Source material: Begin

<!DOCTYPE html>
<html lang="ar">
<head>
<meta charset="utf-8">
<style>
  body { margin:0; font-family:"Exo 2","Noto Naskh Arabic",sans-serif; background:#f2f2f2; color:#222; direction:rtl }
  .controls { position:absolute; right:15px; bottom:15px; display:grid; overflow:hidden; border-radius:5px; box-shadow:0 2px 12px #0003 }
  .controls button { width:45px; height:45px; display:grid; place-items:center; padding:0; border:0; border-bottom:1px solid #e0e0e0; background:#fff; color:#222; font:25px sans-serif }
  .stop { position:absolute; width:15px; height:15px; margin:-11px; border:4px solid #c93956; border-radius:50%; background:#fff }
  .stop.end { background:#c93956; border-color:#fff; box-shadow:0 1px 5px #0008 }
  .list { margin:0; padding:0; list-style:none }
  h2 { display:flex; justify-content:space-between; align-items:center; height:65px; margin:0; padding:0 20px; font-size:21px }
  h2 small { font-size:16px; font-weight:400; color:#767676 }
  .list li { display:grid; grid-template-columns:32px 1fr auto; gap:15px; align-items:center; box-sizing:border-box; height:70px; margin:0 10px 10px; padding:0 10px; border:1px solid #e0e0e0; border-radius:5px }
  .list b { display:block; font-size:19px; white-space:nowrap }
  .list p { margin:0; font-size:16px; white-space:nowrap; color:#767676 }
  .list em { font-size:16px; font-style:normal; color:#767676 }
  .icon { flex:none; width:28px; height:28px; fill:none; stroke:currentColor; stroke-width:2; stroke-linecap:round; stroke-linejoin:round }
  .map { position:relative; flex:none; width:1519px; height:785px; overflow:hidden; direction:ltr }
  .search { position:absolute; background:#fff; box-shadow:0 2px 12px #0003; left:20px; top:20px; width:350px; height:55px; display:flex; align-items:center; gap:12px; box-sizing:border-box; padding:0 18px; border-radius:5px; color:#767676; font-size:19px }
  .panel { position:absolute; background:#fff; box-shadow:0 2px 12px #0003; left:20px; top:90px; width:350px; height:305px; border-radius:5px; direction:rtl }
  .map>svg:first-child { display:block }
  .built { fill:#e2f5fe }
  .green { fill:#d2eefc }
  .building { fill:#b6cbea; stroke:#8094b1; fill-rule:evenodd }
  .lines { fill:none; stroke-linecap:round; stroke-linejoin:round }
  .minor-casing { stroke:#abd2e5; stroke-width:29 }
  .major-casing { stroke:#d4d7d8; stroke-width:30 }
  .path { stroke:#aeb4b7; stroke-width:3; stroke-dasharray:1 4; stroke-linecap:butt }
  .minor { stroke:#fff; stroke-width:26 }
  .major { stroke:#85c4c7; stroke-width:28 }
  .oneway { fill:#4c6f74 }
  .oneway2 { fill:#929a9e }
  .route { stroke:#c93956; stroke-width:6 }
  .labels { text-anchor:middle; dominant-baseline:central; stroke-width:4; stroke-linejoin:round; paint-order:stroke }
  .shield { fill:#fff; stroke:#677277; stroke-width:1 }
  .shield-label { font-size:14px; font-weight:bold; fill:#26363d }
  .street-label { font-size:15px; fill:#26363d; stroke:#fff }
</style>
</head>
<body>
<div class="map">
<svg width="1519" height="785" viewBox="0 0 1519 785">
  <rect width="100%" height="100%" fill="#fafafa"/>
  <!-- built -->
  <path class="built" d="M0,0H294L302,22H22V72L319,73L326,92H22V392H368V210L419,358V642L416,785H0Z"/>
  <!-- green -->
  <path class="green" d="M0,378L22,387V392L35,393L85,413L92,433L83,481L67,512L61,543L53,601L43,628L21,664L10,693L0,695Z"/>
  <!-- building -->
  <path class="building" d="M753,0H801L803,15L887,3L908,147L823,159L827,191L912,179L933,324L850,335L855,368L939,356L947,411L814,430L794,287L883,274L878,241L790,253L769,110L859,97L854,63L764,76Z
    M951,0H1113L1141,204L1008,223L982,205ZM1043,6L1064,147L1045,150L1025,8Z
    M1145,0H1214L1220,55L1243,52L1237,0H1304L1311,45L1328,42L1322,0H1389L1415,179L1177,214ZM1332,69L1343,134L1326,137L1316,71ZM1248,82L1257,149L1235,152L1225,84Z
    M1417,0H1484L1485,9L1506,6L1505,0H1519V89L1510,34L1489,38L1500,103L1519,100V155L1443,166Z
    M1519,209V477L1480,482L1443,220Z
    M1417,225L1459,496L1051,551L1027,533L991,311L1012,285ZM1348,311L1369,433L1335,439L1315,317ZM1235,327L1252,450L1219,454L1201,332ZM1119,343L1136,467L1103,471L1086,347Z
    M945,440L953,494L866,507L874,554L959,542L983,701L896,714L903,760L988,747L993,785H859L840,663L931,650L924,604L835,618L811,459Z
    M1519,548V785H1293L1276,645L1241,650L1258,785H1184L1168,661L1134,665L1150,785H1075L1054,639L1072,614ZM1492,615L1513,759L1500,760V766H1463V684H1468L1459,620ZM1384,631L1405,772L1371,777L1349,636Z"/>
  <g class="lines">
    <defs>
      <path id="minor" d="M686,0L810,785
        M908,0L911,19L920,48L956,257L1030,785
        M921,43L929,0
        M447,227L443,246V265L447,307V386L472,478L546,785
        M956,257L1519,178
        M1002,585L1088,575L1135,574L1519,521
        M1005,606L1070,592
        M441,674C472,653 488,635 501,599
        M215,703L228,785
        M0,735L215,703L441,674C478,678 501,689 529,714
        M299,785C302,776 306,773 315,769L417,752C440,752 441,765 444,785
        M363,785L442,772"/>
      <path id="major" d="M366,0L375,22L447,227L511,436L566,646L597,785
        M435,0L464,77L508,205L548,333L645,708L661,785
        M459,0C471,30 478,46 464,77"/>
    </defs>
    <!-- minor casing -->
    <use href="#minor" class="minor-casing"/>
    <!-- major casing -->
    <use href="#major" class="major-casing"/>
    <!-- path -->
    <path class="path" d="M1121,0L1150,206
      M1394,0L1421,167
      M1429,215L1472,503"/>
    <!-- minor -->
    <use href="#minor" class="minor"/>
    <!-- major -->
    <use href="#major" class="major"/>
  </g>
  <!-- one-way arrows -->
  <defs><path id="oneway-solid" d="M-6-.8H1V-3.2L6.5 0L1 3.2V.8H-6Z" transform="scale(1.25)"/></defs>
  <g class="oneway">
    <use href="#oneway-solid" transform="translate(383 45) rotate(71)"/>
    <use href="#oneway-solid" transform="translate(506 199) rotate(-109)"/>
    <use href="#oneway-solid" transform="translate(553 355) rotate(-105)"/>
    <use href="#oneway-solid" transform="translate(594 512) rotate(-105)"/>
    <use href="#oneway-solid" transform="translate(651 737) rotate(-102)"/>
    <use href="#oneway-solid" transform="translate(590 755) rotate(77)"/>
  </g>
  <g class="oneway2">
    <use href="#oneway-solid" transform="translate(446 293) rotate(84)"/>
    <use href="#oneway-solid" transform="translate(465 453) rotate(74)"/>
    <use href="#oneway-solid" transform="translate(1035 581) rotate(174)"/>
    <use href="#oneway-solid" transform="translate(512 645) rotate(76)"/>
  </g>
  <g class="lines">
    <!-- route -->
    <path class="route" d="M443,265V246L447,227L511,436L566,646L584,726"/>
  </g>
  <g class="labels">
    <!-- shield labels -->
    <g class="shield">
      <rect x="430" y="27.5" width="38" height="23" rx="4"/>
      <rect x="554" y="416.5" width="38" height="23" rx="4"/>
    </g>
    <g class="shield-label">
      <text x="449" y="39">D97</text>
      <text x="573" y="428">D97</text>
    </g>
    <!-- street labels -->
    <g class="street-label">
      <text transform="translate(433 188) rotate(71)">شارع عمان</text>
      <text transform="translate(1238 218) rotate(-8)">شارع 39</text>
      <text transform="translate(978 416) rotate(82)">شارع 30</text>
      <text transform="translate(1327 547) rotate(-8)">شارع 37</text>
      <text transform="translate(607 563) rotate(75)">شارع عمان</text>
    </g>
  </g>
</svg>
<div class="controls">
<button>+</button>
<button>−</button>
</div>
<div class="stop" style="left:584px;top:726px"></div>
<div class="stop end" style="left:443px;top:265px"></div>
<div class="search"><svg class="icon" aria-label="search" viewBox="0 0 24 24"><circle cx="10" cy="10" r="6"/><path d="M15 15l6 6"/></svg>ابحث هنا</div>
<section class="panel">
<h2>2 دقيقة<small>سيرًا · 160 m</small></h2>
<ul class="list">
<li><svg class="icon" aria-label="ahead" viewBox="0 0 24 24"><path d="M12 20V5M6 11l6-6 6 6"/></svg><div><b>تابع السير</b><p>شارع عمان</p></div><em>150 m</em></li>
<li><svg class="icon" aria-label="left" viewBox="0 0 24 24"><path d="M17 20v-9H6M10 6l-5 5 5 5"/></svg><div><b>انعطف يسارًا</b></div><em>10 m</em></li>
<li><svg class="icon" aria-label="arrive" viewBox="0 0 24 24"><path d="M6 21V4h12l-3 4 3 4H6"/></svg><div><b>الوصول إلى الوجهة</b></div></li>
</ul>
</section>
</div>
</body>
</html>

Source material: End
Source material: Begin

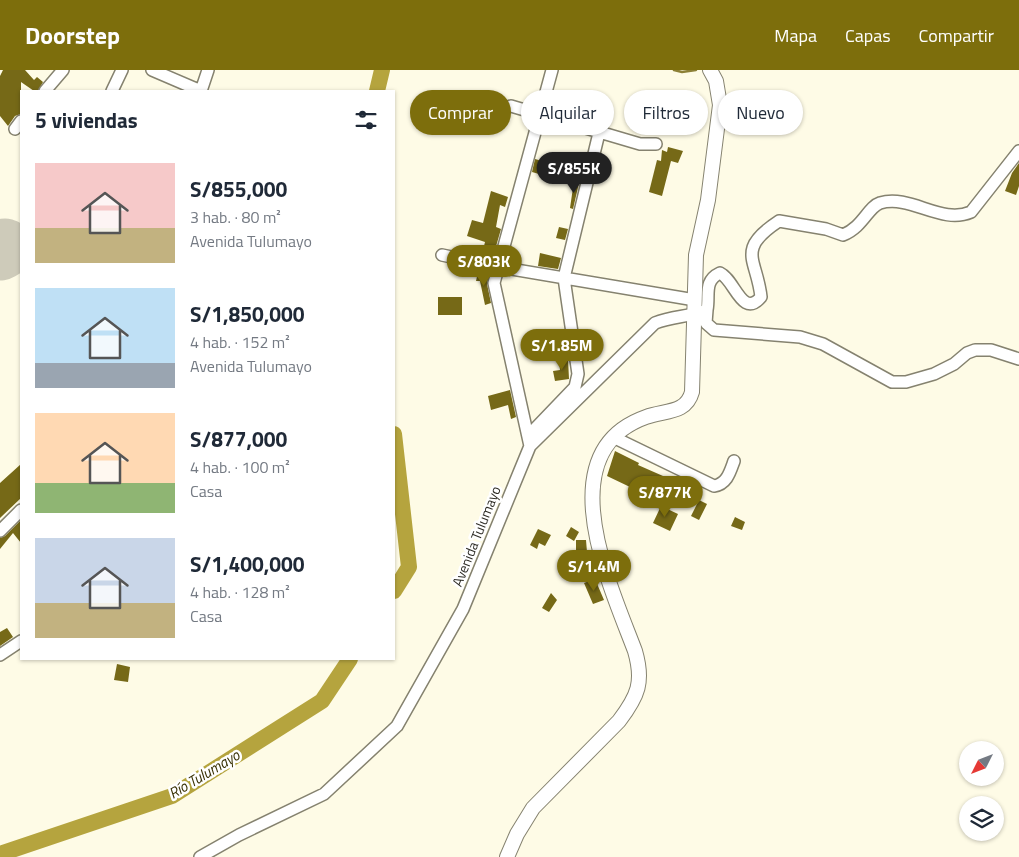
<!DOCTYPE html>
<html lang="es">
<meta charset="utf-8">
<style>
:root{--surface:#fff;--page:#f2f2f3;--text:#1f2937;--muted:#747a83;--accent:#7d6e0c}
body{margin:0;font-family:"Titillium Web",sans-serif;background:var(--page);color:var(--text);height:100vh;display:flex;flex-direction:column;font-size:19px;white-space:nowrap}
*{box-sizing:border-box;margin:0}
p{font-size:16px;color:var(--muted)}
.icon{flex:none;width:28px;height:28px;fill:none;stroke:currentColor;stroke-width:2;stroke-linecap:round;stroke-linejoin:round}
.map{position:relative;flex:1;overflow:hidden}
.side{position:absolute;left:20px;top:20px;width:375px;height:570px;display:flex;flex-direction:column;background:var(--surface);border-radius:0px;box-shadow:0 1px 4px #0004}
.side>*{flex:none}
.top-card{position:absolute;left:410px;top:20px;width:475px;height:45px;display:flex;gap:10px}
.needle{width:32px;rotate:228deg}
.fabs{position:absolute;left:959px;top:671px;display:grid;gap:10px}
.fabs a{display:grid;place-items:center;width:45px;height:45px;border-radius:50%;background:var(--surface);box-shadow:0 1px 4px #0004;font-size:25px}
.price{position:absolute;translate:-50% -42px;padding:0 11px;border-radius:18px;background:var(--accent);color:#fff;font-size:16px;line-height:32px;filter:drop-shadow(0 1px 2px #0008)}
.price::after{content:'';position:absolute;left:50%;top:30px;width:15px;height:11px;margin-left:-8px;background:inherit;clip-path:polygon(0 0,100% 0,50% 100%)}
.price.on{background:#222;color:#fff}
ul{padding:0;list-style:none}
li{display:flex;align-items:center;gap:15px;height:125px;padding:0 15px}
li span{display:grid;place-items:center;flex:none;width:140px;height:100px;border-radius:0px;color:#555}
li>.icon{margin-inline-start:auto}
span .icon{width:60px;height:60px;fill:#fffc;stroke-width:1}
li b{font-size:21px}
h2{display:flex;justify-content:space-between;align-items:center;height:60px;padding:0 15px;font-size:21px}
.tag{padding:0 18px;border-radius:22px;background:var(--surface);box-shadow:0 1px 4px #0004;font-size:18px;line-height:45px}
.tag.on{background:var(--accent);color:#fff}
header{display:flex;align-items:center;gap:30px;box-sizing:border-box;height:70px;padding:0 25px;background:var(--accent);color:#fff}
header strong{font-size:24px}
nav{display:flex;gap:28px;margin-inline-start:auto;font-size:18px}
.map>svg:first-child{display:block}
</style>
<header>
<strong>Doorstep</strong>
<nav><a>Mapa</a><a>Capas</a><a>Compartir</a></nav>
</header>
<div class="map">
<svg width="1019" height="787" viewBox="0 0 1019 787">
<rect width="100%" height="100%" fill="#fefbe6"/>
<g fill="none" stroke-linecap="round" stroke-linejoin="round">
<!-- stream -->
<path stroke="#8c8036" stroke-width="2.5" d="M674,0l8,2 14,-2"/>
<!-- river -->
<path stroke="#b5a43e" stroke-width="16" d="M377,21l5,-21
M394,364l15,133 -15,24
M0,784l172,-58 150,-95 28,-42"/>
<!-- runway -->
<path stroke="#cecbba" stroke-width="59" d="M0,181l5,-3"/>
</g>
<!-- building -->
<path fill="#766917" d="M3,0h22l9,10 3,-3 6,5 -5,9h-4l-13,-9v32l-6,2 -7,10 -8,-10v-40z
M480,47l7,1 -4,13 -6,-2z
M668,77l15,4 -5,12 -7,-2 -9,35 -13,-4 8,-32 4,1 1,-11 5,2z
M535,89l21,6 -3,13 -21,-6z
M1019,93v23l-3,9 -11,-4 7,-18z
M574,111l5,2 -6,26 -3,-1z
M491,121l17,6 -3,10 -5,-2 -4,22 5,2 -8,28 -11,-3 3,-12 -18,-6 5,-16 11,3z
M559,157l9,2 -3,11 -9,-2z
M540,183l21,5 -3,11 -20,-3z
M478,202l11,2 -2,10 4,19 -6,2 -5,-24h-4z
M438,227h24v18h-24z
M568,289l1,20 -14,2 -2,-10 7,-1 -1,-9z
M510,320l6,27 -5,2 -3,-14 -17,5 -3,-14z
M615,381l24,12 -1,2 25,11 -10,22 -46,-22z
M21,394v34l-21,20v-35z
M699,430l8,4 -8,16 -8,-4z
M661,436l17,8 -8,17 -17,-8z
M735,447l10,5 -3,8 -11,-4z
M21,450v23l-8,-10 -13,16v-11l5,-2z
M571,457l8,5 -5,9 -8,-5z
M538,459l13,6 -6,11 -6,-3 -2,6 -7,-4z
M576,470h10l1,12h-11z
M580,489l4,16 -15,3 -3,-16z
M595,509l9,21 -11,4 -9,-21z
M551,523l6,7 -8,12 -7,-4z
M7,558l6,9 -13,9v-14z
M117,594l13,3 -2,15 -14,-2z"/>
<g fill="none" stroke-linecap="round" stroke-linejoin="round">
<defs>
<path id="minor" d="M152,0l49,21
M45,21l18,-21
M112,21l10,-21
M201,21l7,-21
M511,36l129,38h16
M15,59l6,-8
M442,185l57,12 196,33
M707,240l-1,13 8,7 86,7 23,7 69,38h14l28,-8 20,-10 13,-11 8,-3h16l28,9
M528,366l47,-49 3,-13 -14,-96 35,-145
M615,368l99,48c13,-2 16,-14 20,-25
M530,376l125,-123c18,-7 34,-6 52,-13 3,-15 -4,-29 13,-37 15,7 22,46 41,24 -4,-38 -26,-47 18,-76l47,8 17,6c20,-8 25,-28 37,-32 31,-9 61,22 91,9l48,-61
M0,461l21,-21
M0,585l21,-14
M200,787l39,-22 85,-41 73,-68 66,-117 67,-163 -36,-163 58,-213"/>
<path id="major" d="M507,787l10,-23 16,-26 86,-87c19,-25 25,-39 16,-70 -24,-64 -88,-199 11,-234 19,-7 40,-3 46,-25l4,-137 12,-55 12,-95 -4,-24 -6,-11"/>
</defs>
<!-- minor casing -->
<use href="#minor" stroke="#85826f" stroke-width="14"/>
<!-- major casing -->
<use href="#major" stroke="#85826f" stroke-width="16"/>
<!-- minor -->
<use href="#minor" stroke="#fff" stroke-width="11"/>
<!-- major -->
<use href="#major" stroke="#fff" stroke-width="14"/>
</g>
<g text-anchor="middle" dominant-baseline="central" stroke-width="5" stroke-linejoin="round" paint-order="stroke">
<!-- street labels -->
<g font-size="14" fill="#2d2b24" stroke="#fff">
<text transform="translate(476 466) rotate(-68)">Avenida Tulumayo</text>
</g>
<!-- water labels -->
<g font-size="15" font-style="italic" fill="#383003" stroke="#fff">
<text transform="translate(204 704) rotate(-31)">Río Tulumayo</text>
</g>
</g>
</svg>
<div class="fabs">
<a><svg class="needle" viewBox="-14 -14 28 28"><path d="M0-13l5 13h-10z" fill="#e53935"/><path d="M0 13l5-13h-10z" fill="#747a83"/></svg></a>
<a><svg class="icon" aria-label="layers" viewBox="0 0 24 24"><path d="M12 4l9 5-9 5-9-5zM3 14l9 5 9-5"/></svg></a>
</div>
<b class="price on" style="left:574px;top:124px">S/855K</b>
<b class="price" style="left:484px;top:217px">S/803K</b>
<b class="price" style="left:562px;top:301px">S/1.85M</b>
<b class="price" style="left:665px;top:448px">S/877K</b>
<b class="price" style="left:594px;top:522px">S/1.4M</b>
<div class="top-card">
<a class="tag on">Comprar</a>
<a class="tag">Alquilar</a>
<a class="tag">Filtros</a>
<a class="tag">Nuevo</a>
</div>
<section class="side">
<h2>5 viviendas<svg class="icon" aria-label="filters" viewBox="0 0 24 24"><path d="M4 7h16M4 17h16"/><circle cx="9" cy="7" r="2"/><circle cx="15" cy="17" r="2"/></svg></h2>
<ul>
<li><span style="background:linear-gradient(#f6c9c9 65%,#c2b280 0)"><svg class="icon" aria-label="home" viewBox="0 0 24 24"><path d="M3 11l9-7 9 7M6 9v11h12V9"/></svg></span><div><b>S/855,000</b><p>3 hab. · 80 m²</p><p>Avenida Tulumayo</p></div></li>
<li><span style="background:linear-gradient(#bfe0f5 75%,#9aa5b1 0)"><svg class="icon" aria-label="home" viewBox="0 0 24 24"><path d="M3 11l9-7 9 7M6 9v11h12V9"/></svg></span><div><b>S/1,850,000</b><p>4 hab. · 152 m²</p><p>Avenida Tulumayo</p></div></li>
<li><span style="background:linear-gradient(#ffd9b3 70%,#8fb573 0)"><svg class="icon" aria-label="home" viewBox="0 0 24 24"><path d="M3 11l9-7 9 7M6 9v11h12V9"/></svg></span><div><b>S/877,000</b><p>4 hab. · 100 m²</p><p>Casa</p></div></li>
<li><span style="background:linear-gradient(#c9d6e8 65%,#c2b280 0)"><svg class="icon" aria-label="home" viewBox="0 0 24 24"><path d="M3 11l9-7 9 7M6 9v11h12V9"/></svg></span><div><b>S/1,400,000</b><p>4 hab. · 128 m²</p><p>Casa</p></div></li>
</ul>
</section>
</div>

Source material: End

From the data, list each line in which the string "currentColor" appears.

**Worked solution:**
  .icon { flex:none; width:28px; height:28px; fill:none; stroke:currentColor; stroke-width:2; stroke-linecap:round; stroke-linejoin:round }
.icon{flex:none;width:28px;height:28px;fill:none;stroke:currentColor;stroke-width:2;stroke-linecap:round;stroke-linejoin:round}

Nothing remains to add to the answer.